Access to justice and the need for a mental health strategy

For anyone who has attended a criminal hearing, the scene is as familiar as any other brightly lit courtroom: preoccupied lawyers facing away at opposites ends of a long table, court clerks shuffling papers, the judge presiding from an elevated podium, her eyes blinking above the horizon of a heavy wooden desk.

But in mental health court, it is the tone which changes the character of the proceeding — though it can do little about the consequences, and less about the formalities.

The proceeding begins. The murmuring of the crowd and counsel hushes, signalled by a wall swinging open from the side of the room. One guard appears, then another. Their tense authority seems to diminish the accused, a slight man, stooped and handcuffed, wearing yesterday’s clothes. The accused is awkwardly shuffled into the “prisoners box,” his head bowed. A name is announced, seemingly from nowhere and directed to no one. The guards remain on either side, casually seated but conspicuous. The handcuffs remain too. The lawyers stand. The charges are read aloud.

“... was apprehended by police pursuant to the Mental Health Act, and brought to hospital for assessment... did thereby come to be away without leave and a Form 9 issued... the accused was found threatening staff contrary to Criminal Code two-sixty-four-point-one... arrested at the scene... ”

Minutes pass in technical conversation between judge and lawyers, their speech careful and quick. The accused sits silently, his head still bowed. “FASD... cognitive ability of a seven year old... no history of violence...” The judge eventually turns to the accused. “Sir, do you know where you are?” Pause. No reply, no motion. “Do you know why you are here?” Pause. No reply. “Would you like to leave today with your support worker?” Pause. No reply. “Is this typical behaviour? Can you talk to him?”

In the absence of anticipated answers, the hearing proceeds briskly. Bail is granted, and psychiatric treatment is ordered. But the questions remain unanswered in fact, in general, or at all.

Mental health courts are meant to address issues that go beyond criminal culpability, and to respond to deeper questions about the relationship between mental health and justice.
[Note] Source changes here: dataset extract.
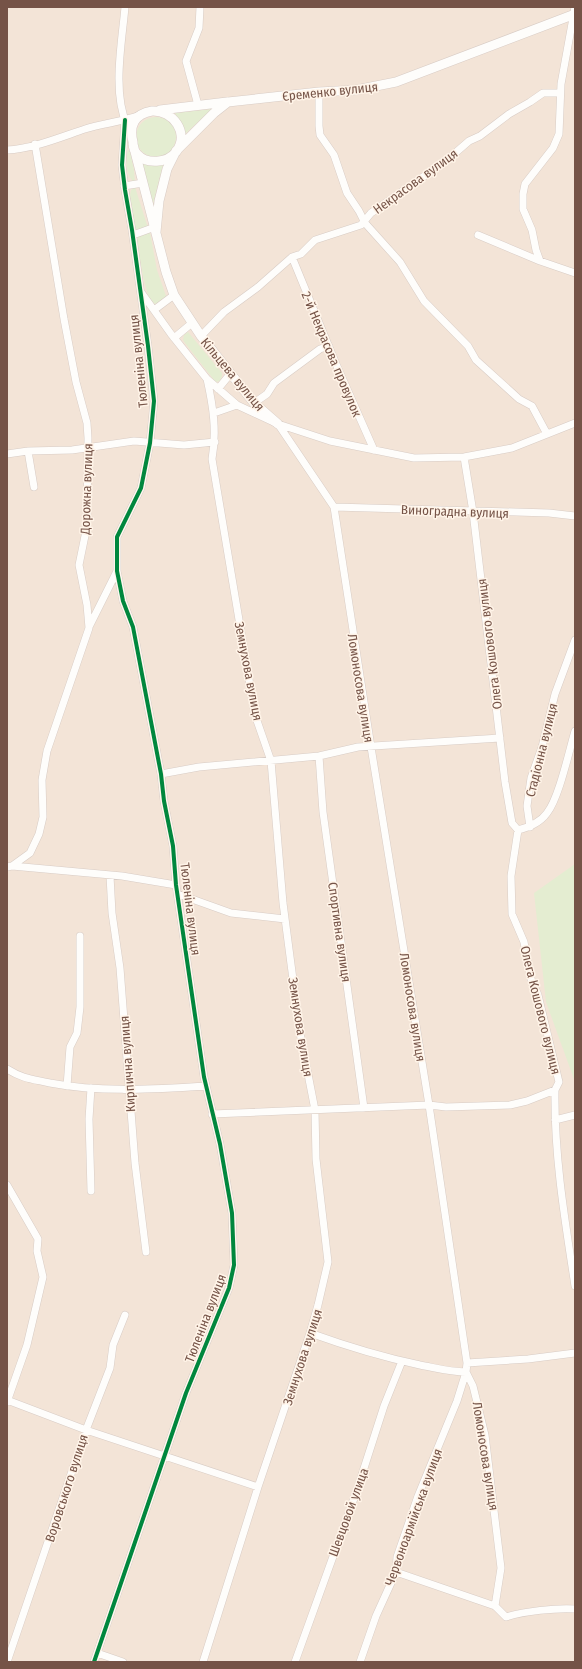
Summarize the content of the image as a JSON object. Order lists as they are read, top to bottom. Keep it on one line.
{"streets":{"street":["Єременко вулиця","Некрасова вулиця","2-й Некрасова провулок","Тюленіна вулиця","Кільцева вулиця","Дорожна вулиця","Виноградна вулиця","Олега Кошового вулиця","Земнухова вулиця","Ломоносова вулиця","Стадіонна вулиця","Спортивна вулиця","Кирпична вулиця","Воровського вулиця","Шевцовой улица","Червоноармійська вулиця"]},"crossings":[["Єременко вулиця","Кільцева вулиця"],["Некрасова вулиця","2-й Некрасова провулок"],["Некрасова вулиця","Кільцева вулиця"],["2-й Некрасова провулок","Кільцева вулиця"],["Кільцева вулиця","Олега Кошового вулиця"],["Кільцева вулиця","Ломоносова вулиця"],["Виноградна вулиця","Олега Кошового вулиця"],["Виноградна вулиця","Ломоносова вулиця"],["Ломоносова вулиця","Червоноармійська вулиця"]]}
Who speaks for those who are denied a voice, or who are unsure how to answer, or who are ignored as mad when they do speak? How are legal decisions made supportively, rather than by substitution? How do lawyers take instructions, or proceed without them? What bright line separates the autonomy of the accused from the imposition of “best interests” or forced treatment? And what does it mean to simply gloss over the questions, “Do you know where you are and why you are here?””

These are not concerns particular to criminal law alone. Legal Aid Ontario (LAO) has determined that a majority of clients who are eligible for certificate legal counsel services — certificates which are issued 106,000 times each year for criminal law, family law, and refugee and immigration matters, among others — have some kind of mental health issue. Duty counsel assisting at criminal courts estimate that mental illness is a factor in no fewer than 30 per cent of their cases. And with 17 per cent of Canadians experiencing mild to moderate mental illness during their lifetime, the impact on broader civil legal needs and criminal needs is significant.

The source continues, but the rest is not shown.